BRIEF
Scan the data below for the string "Pietro". Copy every line where it appears.

DATA EXTRACT
-=-=-
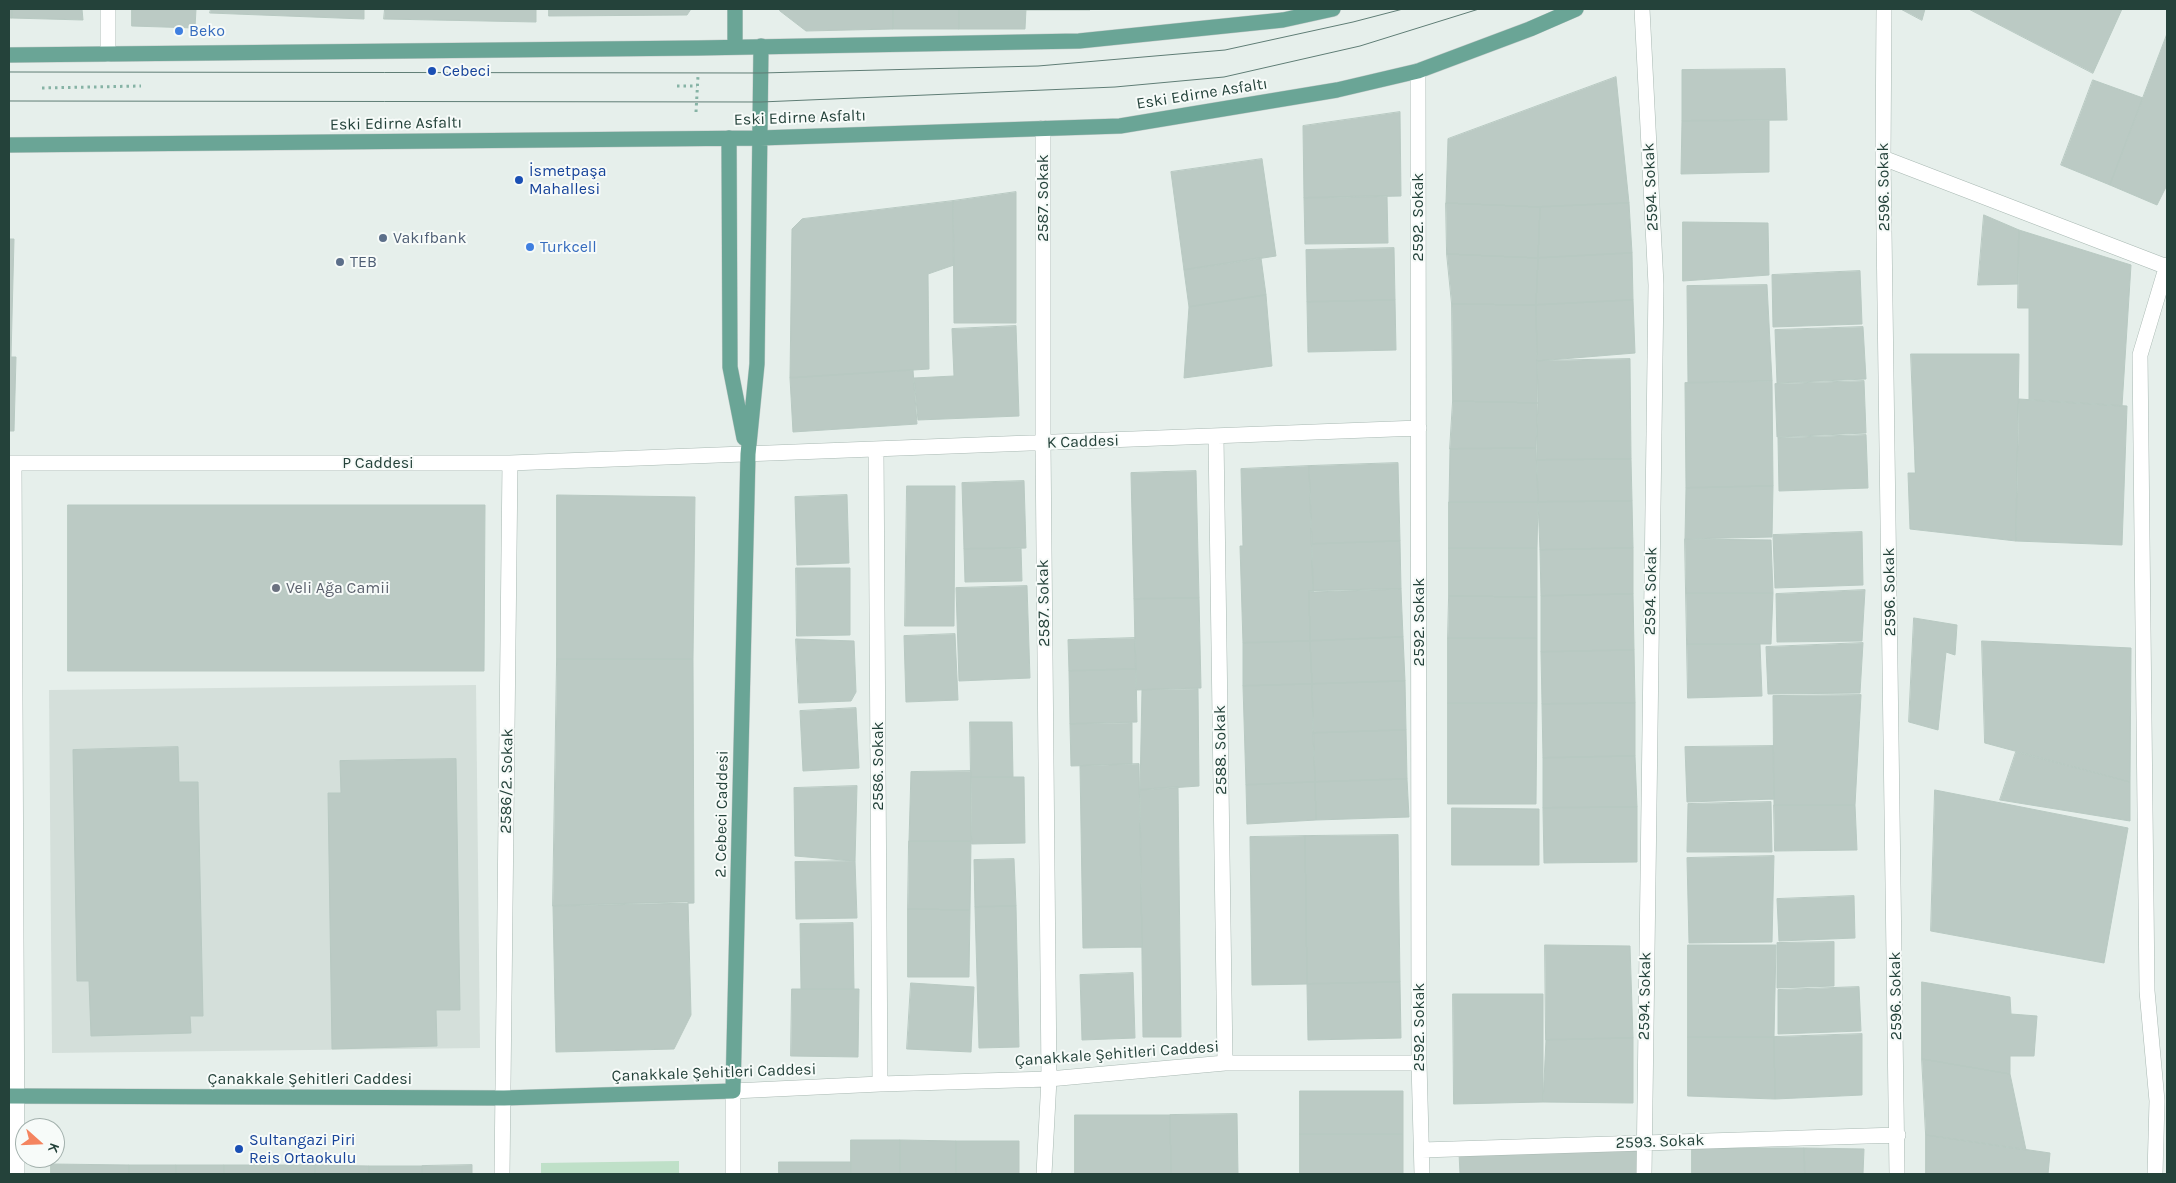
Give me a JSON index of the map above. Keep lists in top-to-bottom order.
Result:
{
  "streets": {
    "main road": ["Eski Edirne Asfaltı", "2. Cebeci Caddesi", "Çanakkale Şehitleri Caddesi"],
    "street": [
      "2594. Sokak",
      "2596. Sokak",
      "2587. Sokak",
      "2592. Sokak",
      "K Caddesi",
      "P Caddesi",
      "2588. Sokak",
      "2586. Sokak",
      "2586/2. Sokak",
      "2593. Sokak"
    ]
  },
  "crossings": [
    ["Eski Edirne Asfaltı", "2587. Sokak"],
    ["Eski Edirne Asfaltı", "2592. Sokak"],
    ["2594. Sokak", "2593. Sokak"],
    ["2596. Sokak", "2593. Sokak"],
    ["2587. Sokak", "K Caddesi"],
    ["2587. Sokak", "Çanakkale Şehitleri Caddesi"],
    ["2592. Sokak", "K Caddesi"],
    ["2592. Sokak", "Çanakkale Şehitleri Caddesi"],
    ["2592. Sokak", "2593. Sokak"],
    ["K Caddesi", "P Caddesi"],
    ["K Caddesi", "2588. Sokak"],
    ["K Caddesi", "2586. Sokak"],
    ["K Caddesi", "2. Cebeci Caddesi"],
    ["P Caddesi", "2586/2. Sokak"],
    ["P Caddesi", "2. Cebeci Caddesi"],
    ["2588. Sokak", "Çanakkale Şehitleri Caddesi"],
    ["2586. Sokak", "Çanakkale Şehitleri Caddesi"],
    ["2586/2. Sokak", "Çanakkale Şehitleri Caddesi"],
    ["2. Cebeci Caddesi", "Çanakkale Şehitleri Caddesi"]
  ],
  "places": [
    "Beko",
    "Cebeci",
    "İsmetpaşa Mahallesi",
    "Vakıfbank",
    "Turkcell",
    "TEB",
    "Veli Ağa Camii",
    "Sultangazi Piri Reis Ortaokulu"
  ],
  "north": "right"
}
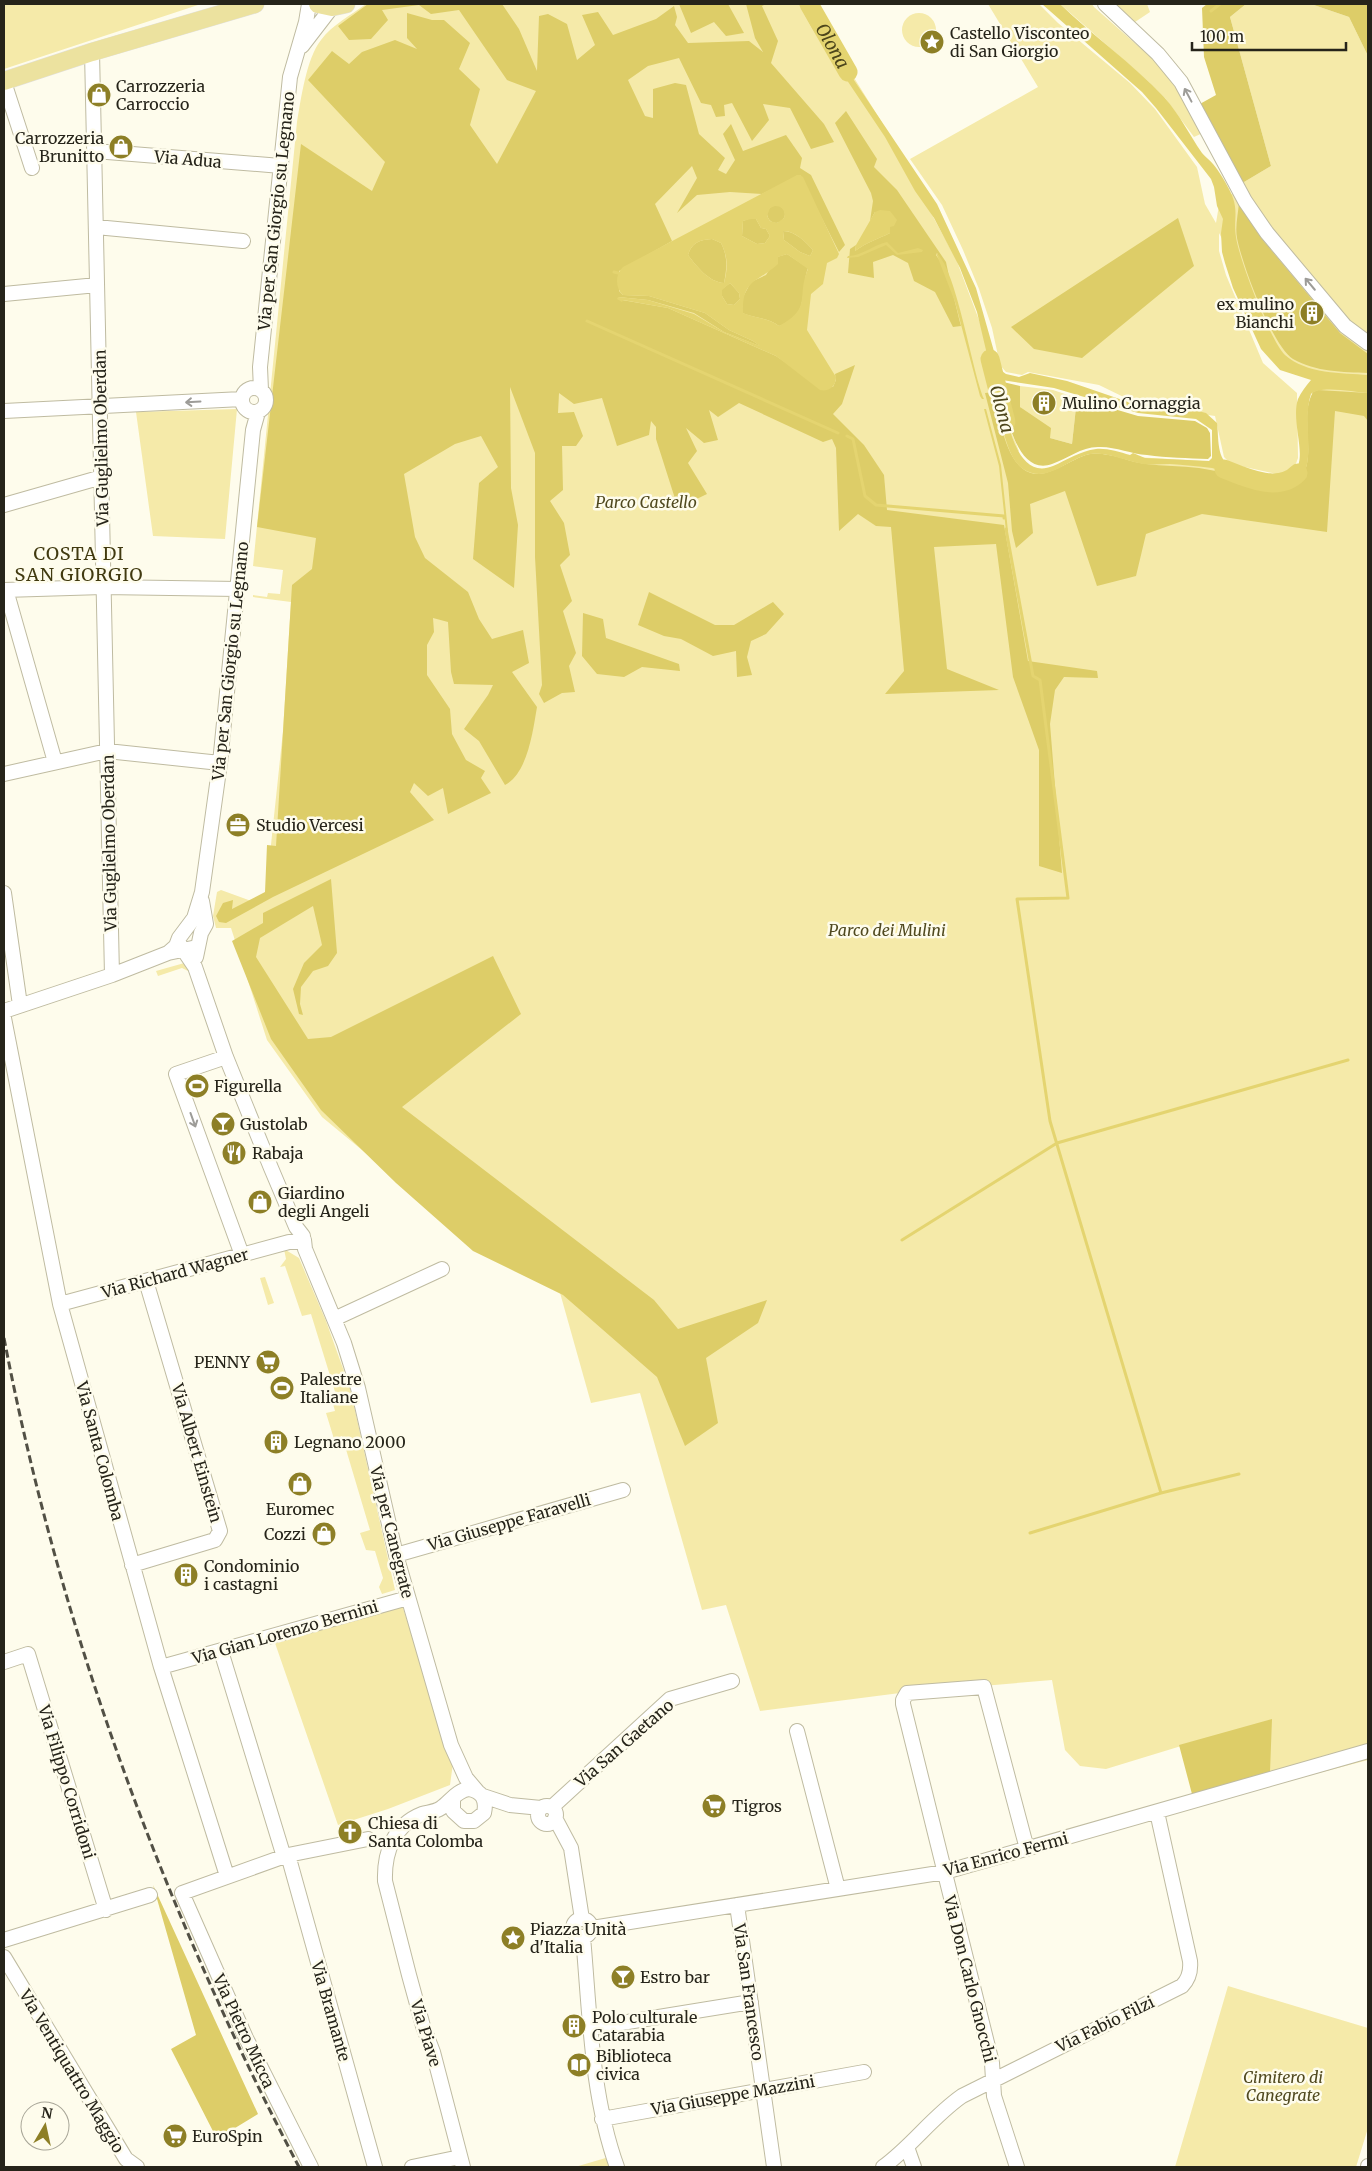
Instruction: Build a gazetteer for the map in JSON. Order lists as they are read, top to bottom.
{
  "streets": {
    "street": [
      "Via Adua",
      "Via per San Giorgio su Legnano",
      "Via Guglielmo Oberdan",
      "Via Richard Wagner",
      "Via Santa Colomba",
      "Via Albert Einstein",
      "Via Giuseppe Faravelli",
      "Via per Canegrate",
      "Via Gian Lorenzo Bernini",
      "Via San Gaetano",
      "Via Filippo Corridoni",
      "Via Enrico Fermi",
      "Via Don Carlo Gnocchi",
      "Via San Francesco",
      "Via Bramante",
      "Via Fabio Filzi",
      "Via Pietro Micca",
      "Via Piave",
      "Via Ventiquattro Maggio",
      "Via Giuseppe Mazzini"
    ]
  },
  "crossings": [
    ["Via Adua", "Via per San Giorgio su Legnano"],
    ["Via Adua", "Via Guglielmo Oberdan"],
    ["Via Richard Wagner", "Via Santa Colomba"],
    ["Via Richard Wagner", "Via Albert Einstein"],
    ["Via Richard Wagner", "Via per Canegrate"],
    ["Via Santa Colomba", "Via Albert Einstein"],
    ["Via Santa Colomba", "Via Gian Lorenzo Bernini"],
    ["Via Santa Colomba", "Via Pietro Micca"],
    ["Via Giuseppe Faravelli", "Via per Canegrate"],
    ["Via per Canegrate", "Via Gian Lorenzo Bernini"],
    ["Via per Canegrate", "Via Piave"],
    ["Via Gian Lorenzo Bernini", "Via Bramante"],
    ["Via Enrico Fermi", "Via Don Carlo Gnocchi"],
    ["Via Enrico Fermi", "Via San Francesco"],
    ["Via Enrico Fermi", "Via Fabio Filzi"],
    ["Via Don Carlo Gnocchi", "Via Fabio Filzi"],
    ["Via San Francesco", "Via Giuseppe Mazzini"]
  ],
  "districts": ["COSTA DI SAN GIORGIO"],
  "water": ["Olona"],
  "parks": ["Parco Castello", "Parco dei Mulini", "Cimitero di Canegrate"],
  "places": {
    "place": ["Castello Visconteo di San Giorgio", "Piazza Unità d'Italia"],
    "shop": [
      "Carrozzeria Carroccio",
      "Carrozzeria Brunitto",
      "Giardino degli Angeli",
      "Euromec",
      "Cozzi"
    ],
    "building": [
      "ex mulino Bianchi",
      "Mulino Cornaggia",
      "Legnano 2000",
      "Condominio i castagni",
      "Polo culturale Catarabia"
    ],
    "office": ["Studio Vercesi"],
    "sports": ["Figurella", "Palestre Italiane"],
    "bar": ["Gustolab", "Estro bar"],
    "restaurant": ["Rabaja"],
    "supermarket": ["PENNY", "Tigros", "EuroSpin"],
    "church": ["Chiesa di Santa Colomba"],
    "library": ["Biblioteca civica"]
  },
  "scale_bar": "100 m",
  "north": "top"
}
-=-=-
WRITTEN RESPONSE
      "Via Pietro Micca",
    ["Via Santa Colomba", "Via Pietro Micca"],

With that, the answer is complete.